***** Data to examine

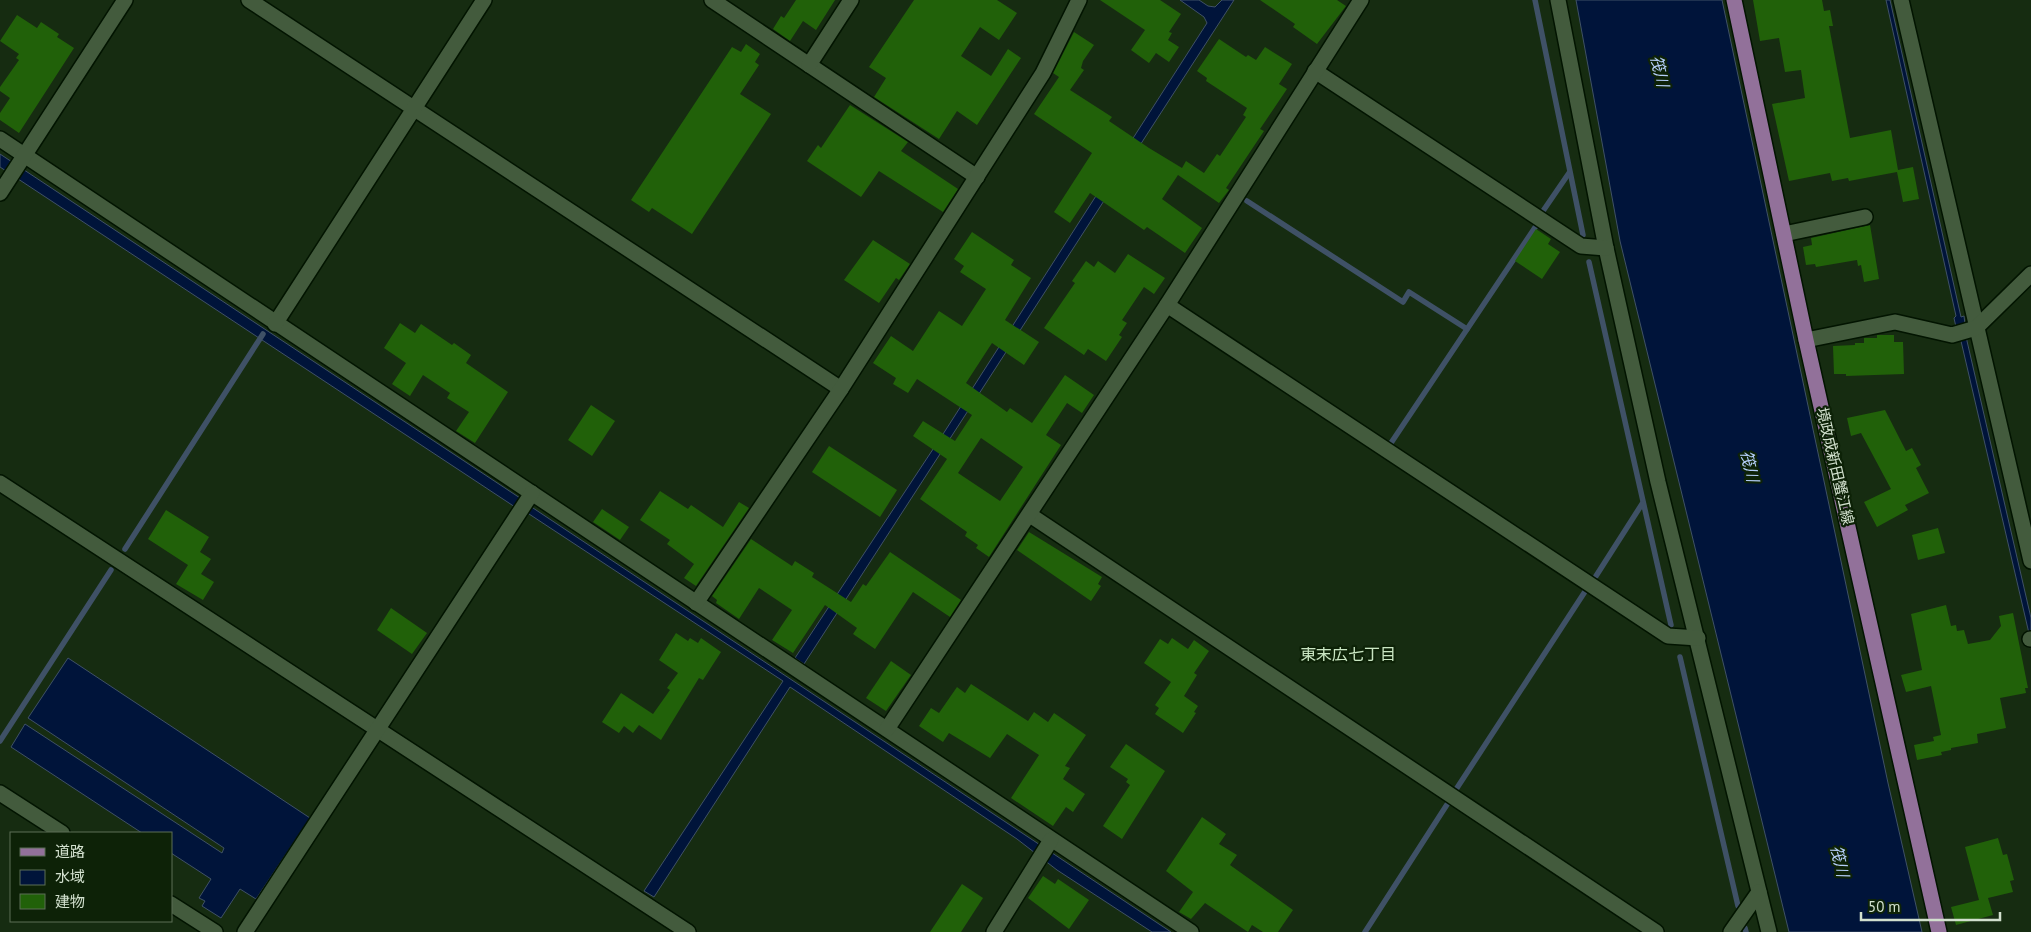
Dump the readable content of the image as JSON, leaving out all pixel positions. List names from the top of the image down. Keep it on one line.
{"streets":{"main road":["境政成新田蟹江線"]},"districts":["東末広七丁目"],"water":["筏川"],"legend":["道路","水域","建物"],"scale_bar":"50 m"}
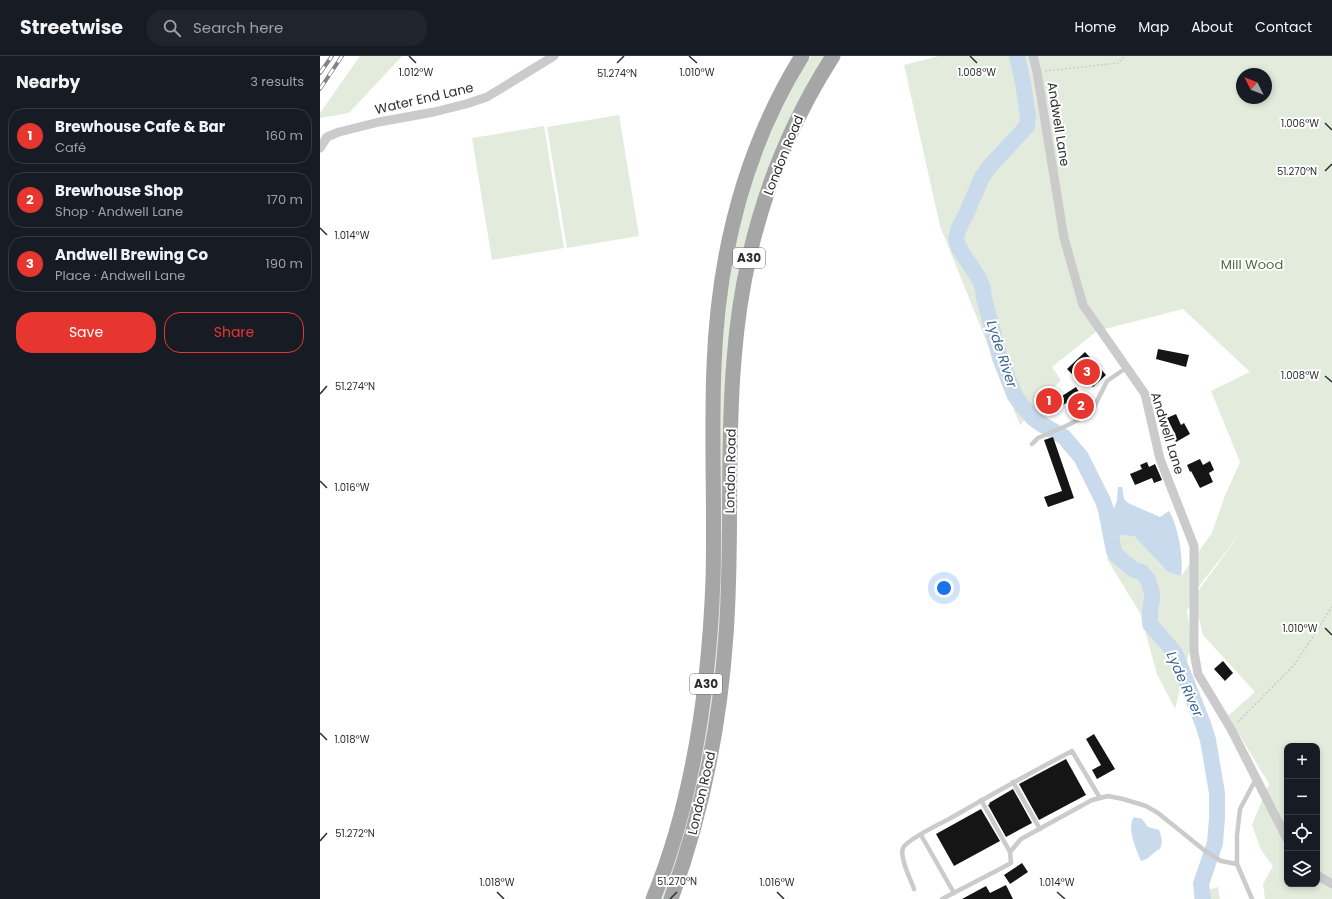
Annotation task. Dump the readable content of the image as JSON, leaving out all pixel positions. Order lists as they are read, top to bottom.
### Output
{
  "streets": {
    "main road": ["London Road", "A30"],
    "street": ["Water End Lane", "Andwell Lane"]
  },
  "water": ["Lyde River"],
  "parks": ["Mill Wood"],
  "north": "top left",
  "page": {
    "header": "Streetwise",
    "search": "Search here",
    "nav": [
      "Home",
      "Map",
      "About",
      "Contact"
    ],
    "heading": ["Nearby", "3 results"],
    "list": [
      {
        "mark": "1",
        "name": "Brewhouse Cafe & Bar",
        "note": "Café",
        "value": "160 m"
      },
      {
        "mark": "2",
        "name": "Brewhouse Shop",
        "note": "Shop · Andwell Lane",
        "value": "170 m"
      },
      {
        "mark": "3",
        "name": "Andwell Brewing Co",
        "note": "Place · Andwell Lane",
        "value": "190 m"
      }
    ],
    "buttons": ["Save", "Share"],
    "pins": ["3", "1", "2"],
    "map_buttons": ["+", "−"]
  },
  "coordinates": [
    "1.012°W",
    "1.010°W",
    "1.008°W",
    "51.274°N",
    "1.006°W",
    "51.270°N",
    "1.014°W",
    "1.016°W",
    "1.018°W",
    "51.272°N"
  ]
}
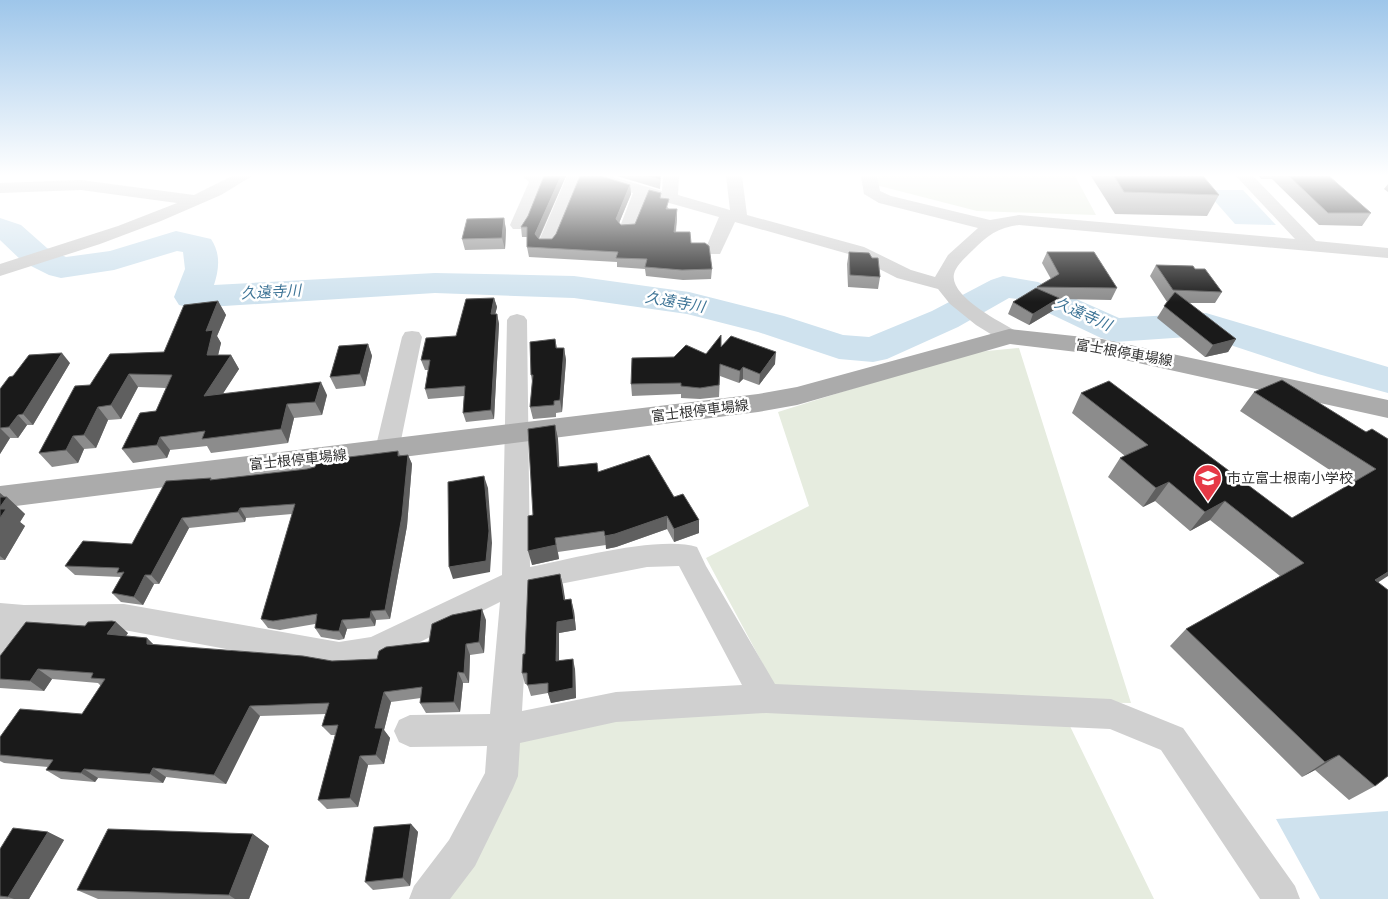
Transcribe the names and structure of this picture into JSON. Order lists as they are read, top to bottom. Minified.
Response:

**********

Your response should contain each line of the entries above that holds the string "Order".

→ **Result below**:
Annotation task. Dump the readable content of the image as JSON, leaving out all pixel positions. Order lists as they are read, top to bottom.
Transcribe the names and structure of this picture into JSON. Order lists as they are read, top to bottom. Minified.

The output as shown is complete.